• [Required work]: Copy the records exactly. Every line must match.

• [Records for the task]:
● ● ● ●

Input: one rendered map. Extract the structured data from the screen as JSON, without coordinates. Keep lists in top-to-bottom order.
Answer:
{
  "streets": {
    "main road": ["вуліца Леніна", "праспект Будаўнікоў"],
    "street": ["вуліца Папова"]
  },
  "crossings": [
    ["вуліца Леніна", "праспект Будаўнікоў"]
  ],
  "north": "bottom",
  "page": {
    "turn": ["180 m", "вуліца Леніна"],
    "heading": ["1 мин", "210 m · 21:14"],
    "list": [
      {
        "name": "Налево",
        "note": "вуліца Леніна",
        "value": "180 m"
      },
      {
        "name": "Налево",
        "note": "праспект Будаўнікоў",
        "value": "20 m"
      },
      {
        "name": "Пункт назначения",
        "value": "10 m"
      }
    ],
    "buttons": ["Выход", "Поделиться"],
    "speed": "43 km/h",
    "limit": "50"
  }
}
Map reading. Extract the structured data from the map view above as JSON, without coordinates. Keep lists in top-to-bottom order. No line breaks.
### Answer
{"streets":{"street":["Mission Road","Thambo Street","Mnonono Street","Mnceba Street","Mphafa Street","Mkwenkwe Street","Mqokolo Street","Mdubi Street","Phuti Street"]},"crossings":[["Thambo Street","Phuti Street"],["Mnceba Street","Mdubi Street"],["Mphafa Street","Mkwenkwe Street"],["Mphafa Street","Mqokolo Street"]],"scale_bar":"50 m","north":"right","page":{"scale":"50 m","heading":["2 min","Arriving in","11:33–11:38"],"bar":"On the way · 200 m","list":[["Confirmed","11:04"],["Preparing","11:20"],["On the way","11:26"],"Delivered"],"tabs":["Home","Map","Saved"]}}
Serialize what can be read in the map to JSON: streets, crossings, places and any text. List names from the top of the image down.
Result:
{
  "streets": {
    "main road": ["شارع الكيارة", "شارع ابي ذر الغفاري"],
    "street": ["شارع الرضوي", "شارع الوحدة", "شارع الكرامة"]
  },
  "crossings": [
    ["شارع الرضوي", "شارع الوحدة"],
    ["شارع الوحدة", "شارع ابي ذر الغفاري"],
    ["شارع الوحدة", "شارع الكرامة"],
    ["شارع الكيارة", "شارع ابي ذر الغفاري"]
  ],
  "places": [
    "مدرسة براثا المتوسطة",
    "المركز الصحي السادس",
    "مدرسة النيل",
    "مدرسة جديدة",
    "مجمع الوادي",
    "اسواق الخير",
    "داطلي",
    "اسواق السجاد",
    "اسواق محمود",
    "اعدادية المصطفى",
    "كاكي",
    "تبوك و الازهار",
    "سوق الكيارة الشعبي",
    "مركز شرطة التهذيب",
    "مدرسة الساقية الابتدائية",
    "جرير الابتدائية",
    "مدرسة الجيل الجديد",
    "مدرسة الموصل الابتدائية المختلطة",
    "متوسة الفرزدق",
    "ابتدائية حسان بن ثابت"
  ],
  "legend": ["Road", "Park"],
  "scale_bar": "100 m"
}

● ● ● ●

• [Reply]:
Input: one rendered map. Extract the structured data from the screen as JSON, without coordinates. Keep lists in top-to-bottom order.
Answer:
{
  "streets": {
    "main road": ["вуліца Леніна", "праспект Будаўнікоў"],
    "street": ["вуліца Папова"]
  },
  "crossings": [
    ["вуліца Леніна", "праспект Будаўнікоў"]
  ],
  "north": "bottom",
  "page": {
    "turn": ["180 m", "вуліца Леніна"],
    "heading": ["1 мин", "210 m · 21:14"],
    "list": [
      {
        "name": "Налево",
        "note": "вуліца Леніна",
        "value": "180 m"
      },
      {
        "name": "Налево",
        "note": "праспект Будаўнікоў",
        "value": "20 m"
      },
      {
        "name": "Пункт назначения",
        "value": "10 m"
      }
    ],
    "buttons": ["Выход", "Поделиться"],
    "speed": "43 km/h",
    "limit": "50"
  }
}
Map reading. Extract the structured data from the map view above as JSON, without coordinates. Keep lists in top-to-bottom order. No line breaks.
### Answer
{"streets":{"street":["Mission Road","Thambo Street","Mnonono Street","Mnceba Street","Mphafa Street","Mkwenkwe Street","Mqokolo Street","Mdubi Street","Phuti Street"]},"crossings":[["Thambo Street","Phuti Street"],["Mnceba Street","Mdubi Street"],["Mphafa Street","Mkwenkwe Street"],["Mphafa Street","Mqokolo Street"]],"scale_bar":"50 m","north":"right","page":{"scale":"50 m","heading":["2 min","Arriving in","11:33–11:38"],"bar":"On the way · 200 m","list":[["Confirmed","11:04"],["Preparing","11:20"],["On the way","11:26"],"Delivered"],"tabs":["Home","Map","Saved"]}}
Serialize what can be read in the map to JSON: streets, crossings, places and any text. List names from the top of the image down.
Result:
{
  "streets": {
    "main road": ["شارع الكيارة", "شارع ابي ذر الغفاري"],
    "street": ["شارع الرضوي", "شارع الوحدة", "شارع الكرامة"]
  },
  "crossings": [
    ["شارع الرضوي", "شارع الوحدة"],
    ["شارع الوحدة", "شارع ابي ذر الغفاري"],
    ["شارع الوحدة", "شارع الكرامة"],
    ["شارع الكيارة", "شارع ابي ذر الغفاري"]
  ],
  "places": [
    "مدرسة براثا المتوسطة",
    "المركز الصحي السادس",
    "مدرسة النيل",
    "مدرسة جديدة",
    "مجمع الوادي",
    "اسواق الخير",
    "داطلي",
    "اسواق السجاد",
    "اسواق محمود",
    "اعدادية المصطفى",
    "كاكي",
    "تبوك و الازهار",
    "سوق الكيارة الشعبي",
    "مركز شرطة التهذيب",
    "مدرسة الساقية الابتدائية",
    "جرير الابتدائية",
    "مدرسة الجيل الجديد",
    "مدرسة الموصل الابتدائية المختلطة",
    "متوسة الفرزدق",
    "ابتدائية حسان بن ثابت"
  ],
  "legend": ["Road", "Park"],
  "scale_bar": "100 m"
}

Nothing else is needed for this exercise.